Правда, у основателя фирмы мсье Жака этого и в мыслях не было; его первые духи назывались «Jardin de Mon Cure» («Сад священника») и тем самым как бы преграждали дорогу всяческим вожделениям. Однако со временем тяга к изысканному, экзотическому овладела им, и он стал заказывать этикетки Гаварни [2] Гаварни, Поль (1804–1866) — французский график.
, а флаконы изготавливать из хрусталя «Баккара».
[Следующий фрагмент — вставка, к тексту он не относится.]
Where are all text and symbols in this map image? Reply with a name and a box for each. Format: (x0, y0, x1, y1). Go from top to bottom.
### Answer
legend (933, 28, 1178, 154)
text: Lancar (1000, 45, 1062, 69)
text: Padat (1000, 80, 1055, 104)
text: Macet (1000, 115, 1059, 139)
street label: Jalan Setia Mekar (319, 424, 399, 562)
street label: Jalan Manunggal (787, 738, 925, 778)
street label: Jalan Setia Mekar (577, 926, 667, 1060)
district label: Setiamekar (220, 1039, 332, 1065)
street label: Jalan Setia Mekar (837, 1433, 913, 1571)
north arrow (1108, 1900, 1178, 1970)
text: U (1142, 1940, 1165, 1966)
Названия нынешних духов говорят сами за себя: «Femme» («Женщина»), «Vertige» («Головокружение»), «Eau folle» («Вода безумия»), «Je reviens» («Я вернусь»), «Je, tu, il» («Я, ты, он»). С той же целью в Париже родились короткая стрижка, перманент, волосы, выкрашенные «перышками»; Коко Шанель ввела в моду костюм джерси, а в 1947 году Диор удлинил юбки; девушки нацепили беретики а-ля «Бонни и Клайд». Образ парижанки всегда ассоциируется с элегантностью, грацией, отсутствием предрассудков и оптимизмом.
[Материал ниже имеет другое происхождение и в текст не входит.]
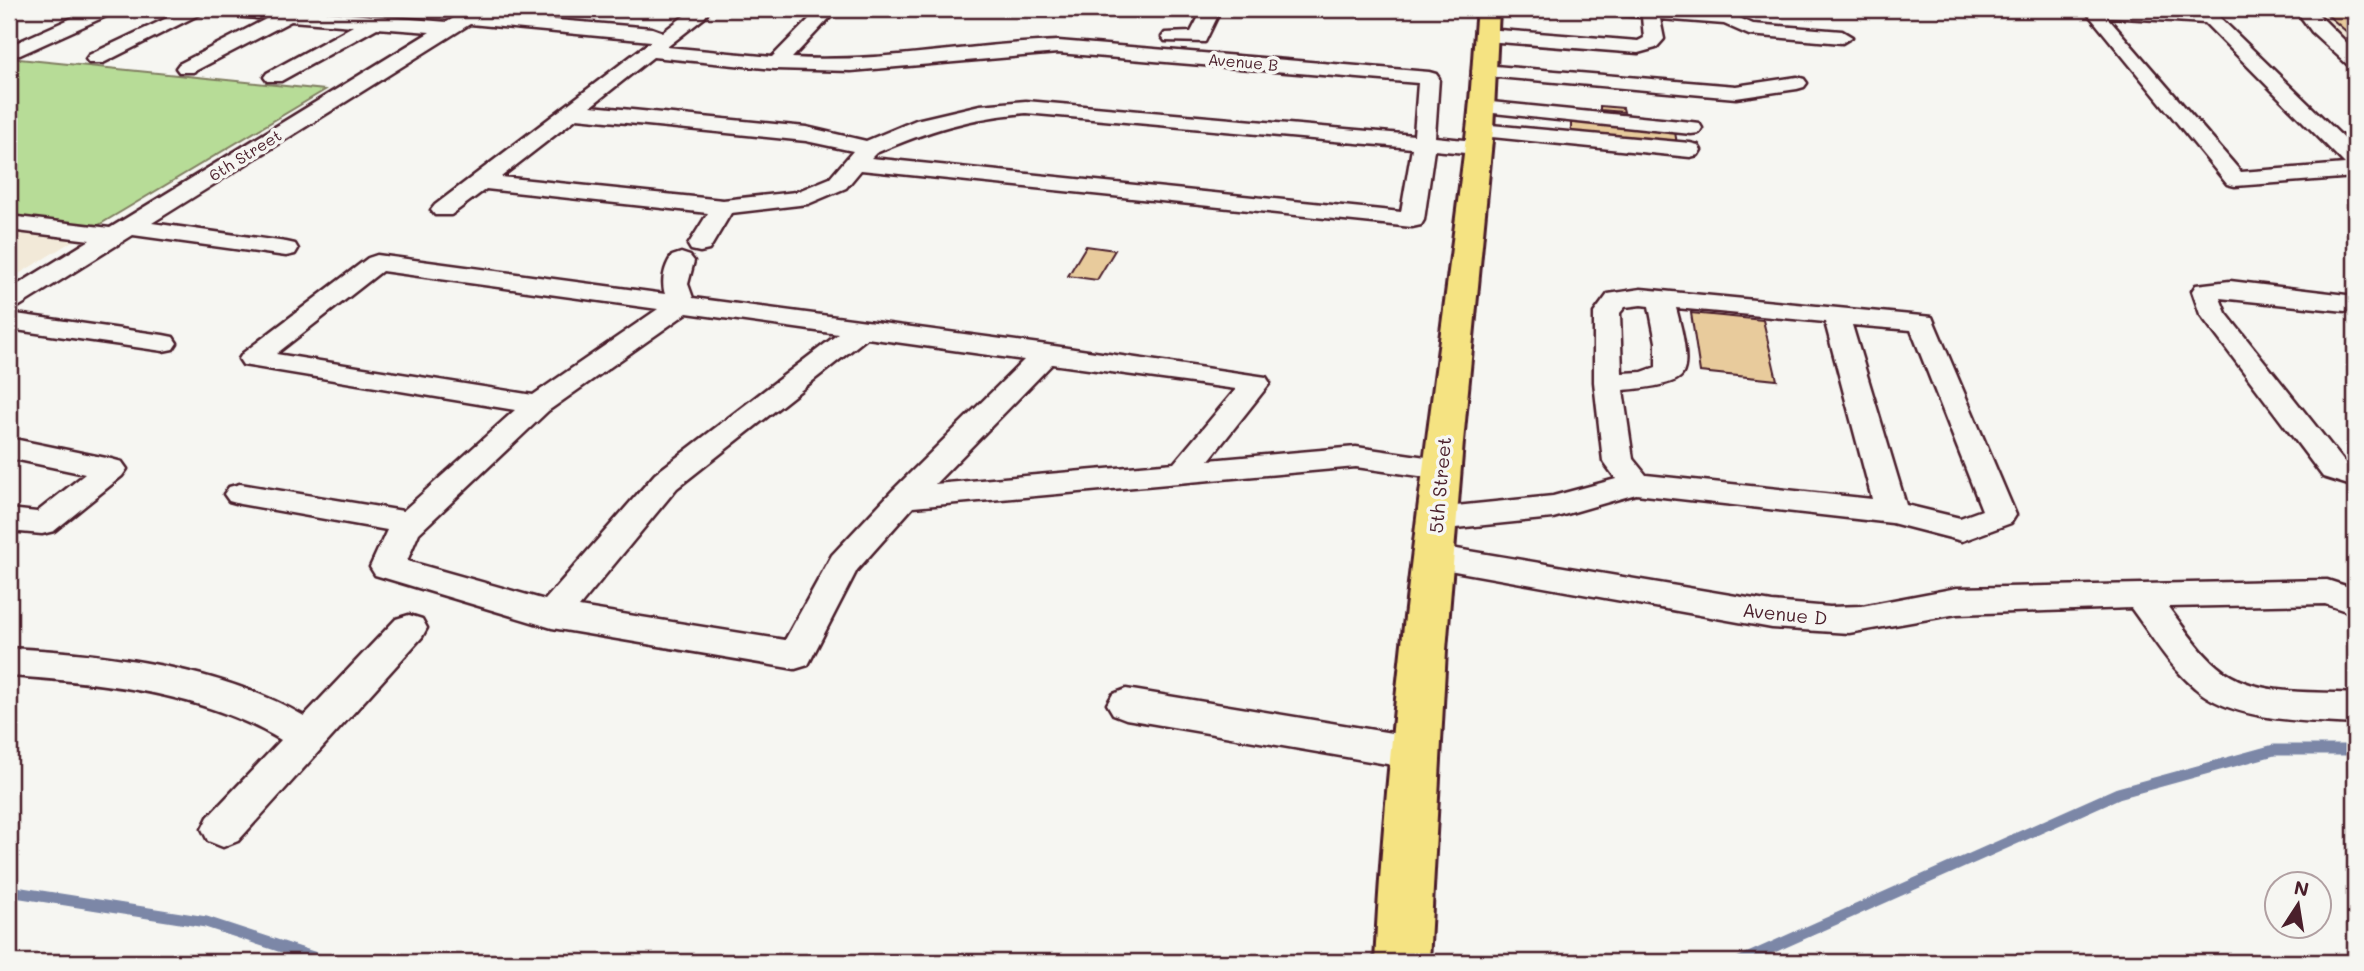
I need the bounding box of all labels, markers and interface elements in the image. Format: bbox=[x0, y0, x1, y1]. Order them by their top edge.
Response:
street label: Avenue B bbox=[1207, 48, 1279, 75]
street label: 6th Street bbox=[204, 124, 285, 185]
street label: 5th Street bbox=[1423, 436, 1456, 534]
street label: Avenue D bbox=[1742, 597, 1829, 630]
north arrow bbox=[2262, 870, 2332, 940]
text: N bbox=[2292, 874, 2311, 902]

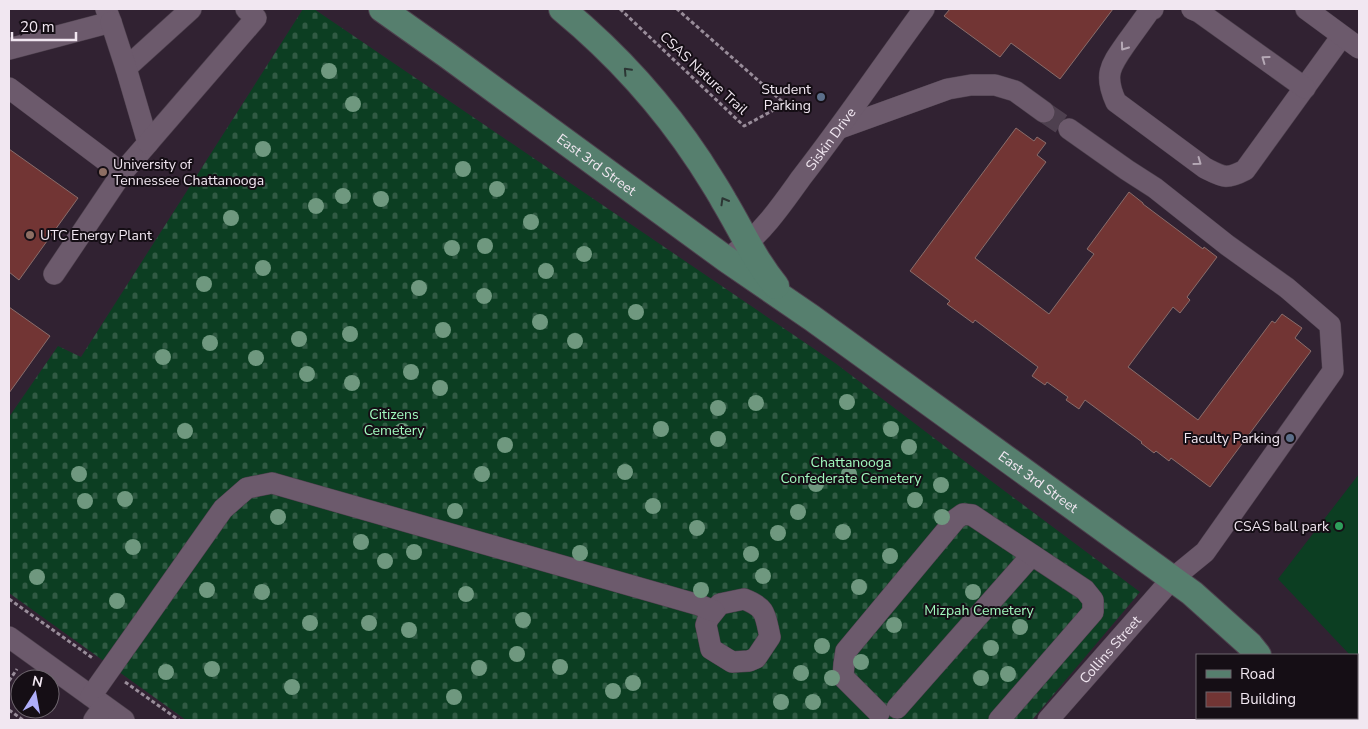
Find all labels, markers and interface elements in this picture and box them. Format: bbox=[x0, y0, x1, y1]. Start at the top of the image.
scale bar bbox=[12, 10, 76, 42]
text: 20 m bbox=[20, 17, 55, 37]
street label: CSAS Nature Trail bbox=[656, 28, 752, 120]
one-way arrow bbox=[1121, 41, 1130, 51]
one-way arrow bbox=[1262, 56, 1271, 65]
one-way arrow bbox=[624, 68, 633, 77]
place label: Student Parking bbox=[761, 80, 811, 115]
marker: Student Parking bbox=[815, 91, 827, 103]
street label: Siskin Drive bbox=[801, 104, 860, 174]
street label: East 3rd Street bbox=[553, 129, 640, 200]
place label: University of Tennessee Chattanooga bbox=[113, 155, 264, 190]
one-way arrow bbox=[1192, 156, 1202, 165]
marker: University of Tennessee Chattanooga bbox=[97, 166, 109, 178]
one-way arrow bbox=[720, 198, 730, 207]
place label: UTC Energy Plant bbox=[40, 226, 152, 245]
marker: UTC Energy Plant bbox=[24, 229, 36, 241]
park label: Citizens Cemetery bbox=[364, 405, 425, 440]
place label: Faculty Parking bbox=[1184, 429, 1280, 448]
marker: Faculty Parking bbox=[1284, 432, 1296, 444]
street label: East 3rd Street bbox=[994, 447, 1082, 518]
park label: Chattanooga Confederate Cemetery bbox=[780, 453, 922, 488]
place label: CSAS ball park bbox=[1234, 517, 1330, 536]
marker: CSAS ball park bbox=[1333, 520, 1345, 532]
park label: Mizpah Cemetery bbox=[924, 601, 1035, 620]
street label: Collins Street bbox=[1075, 612, 1146, 688]
legend bbox=[1196, 654, 1358, 719]
text: Road bbox=[1240, 664, 1275, 684]
north arrow bbox=[10, 669, 60, 719]
text: N bbox=[30, 671, 44, 692]
text: Building bbox=[1240, 689, 1296, 709]

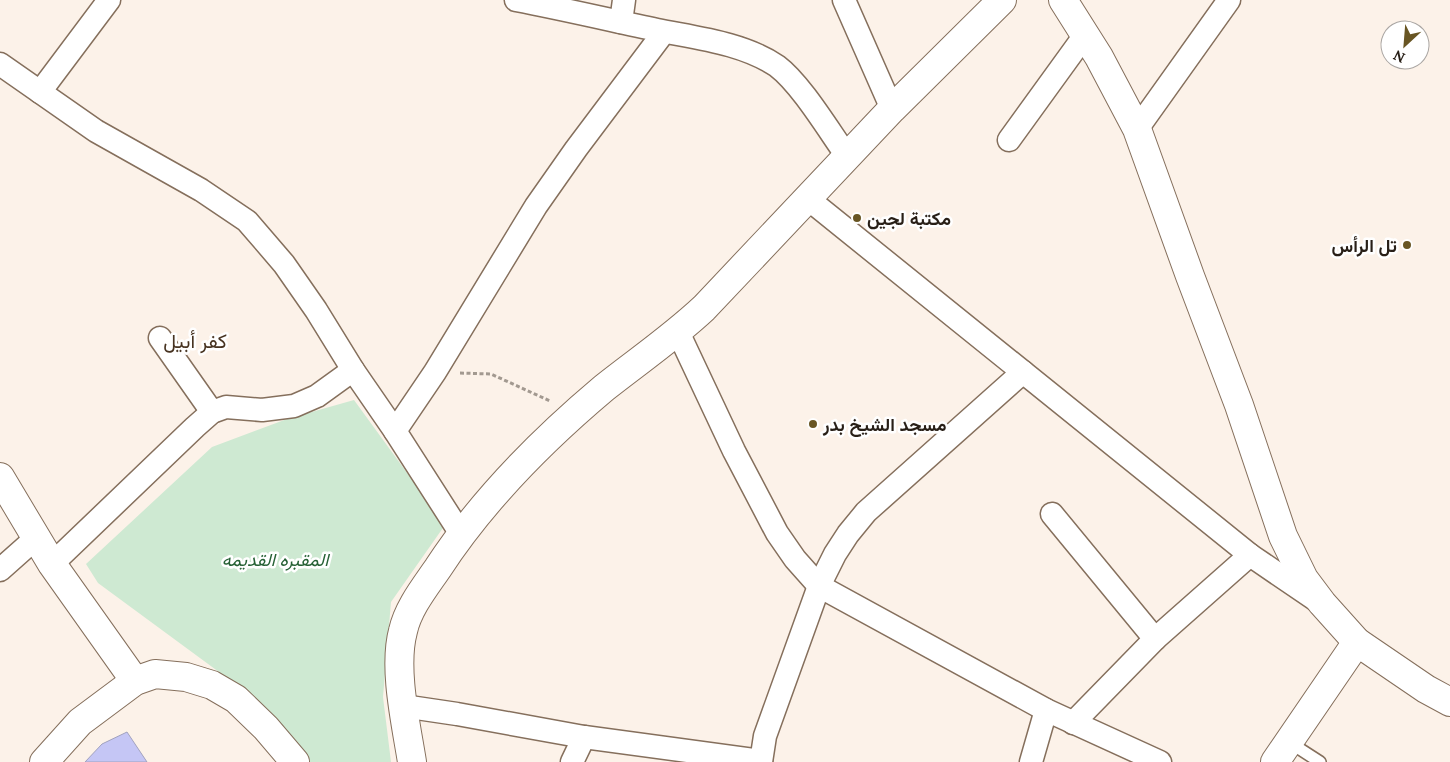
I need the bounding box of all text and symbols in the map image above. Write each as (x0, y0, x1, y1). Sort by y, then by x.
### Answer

Все началось с «Belle Epoque»: Всемирная выставка 1900 года в Париже стала апофеозом прогресса — электричество, кинематограф, автомобиль, авиация. За столиками «У Максима» сидели российские великие князья и Габсбургские принцы. Даже король Бельгии Леопольд II, славившийся своим аскетизмом, наведывался сюда, чтобы поглядеть на женщин, которых молодой Пруст за их типичное положение прозвал «горизонталями». К поклонникам блистательной Лианы де Пуги принадлежал и Габриэле Д'Аннунцио. Но, увы, дама полусвета его не оценила, отозвавшись о нем как о лысом безбровом карлике, с позеленевшими зубами, зловонным дыханием и манерами паяца. Гораздо более сильное впечатление произвел на нее другой итальянец — Муссолини. «Он завоевал все сердца, в том числе и мое», — заявила она. На кладбище Пер-Лашез я посетил могилу Вирджинии Олдоини, графини Кастильоне, чья красота вошла в легенды как «памятник плоти». Некто, явно намекая на ее интимные отношения с Виктором Эммануилом II, Наполеоном III и другими высокопоставленными лицами, окрестил Вирджинию «золотой имперской вульвой». Она же, зная непостоянство человеческой природы, утверждала: «Я — создание божье, однако дьявол в любой момент может мною завладеть».
Неподалеку от ее гранитной урны спит вечным сном Альфонсина Плесси, прозванная Мари Дюплесси, ставшая впоследствии графиней Перрего, но более известная как «Дама с камелиями» или «Травиата». Вот еще одна глава в истории распутства того века, когда родился канкан с двумя его королевами: Розой Помпон и Селестой Могадор. Все эти главы встают перед глазами как живые картины или шарады.
В двенадцать лет Альфонсина была уже вполне зрелой девицей и отдала свою невинность официанту: видимо, в ней заговорил пролетарский инстинкт. Но, подобно Вирджинии Олдоини, у нее были большие амбиции, уравновешивающие полное отсутствие морали. «Почему я стала продажной женщиной? Да потому, что честным трудом никогда бы не достигла той роскоши, о которой мечтала», — признается она. Альфонсина была далеко не глупа и вовсе не безрассудна, хотя кроме роскоши ее всегда привлекала богема: среди ее любовников было немало писателей, художников, музыкантов. Она слыла женщиной светской, остроумной и практичной. Ее чарам поддался даже Ференц Лист, причем с ним она готова была бежать хоть на край света. Впрочем, возможно, тут сказалась ранняя усталость от жизни, полной бурных наслаждений. В этом пламени она сгорела всего в двадцать три года.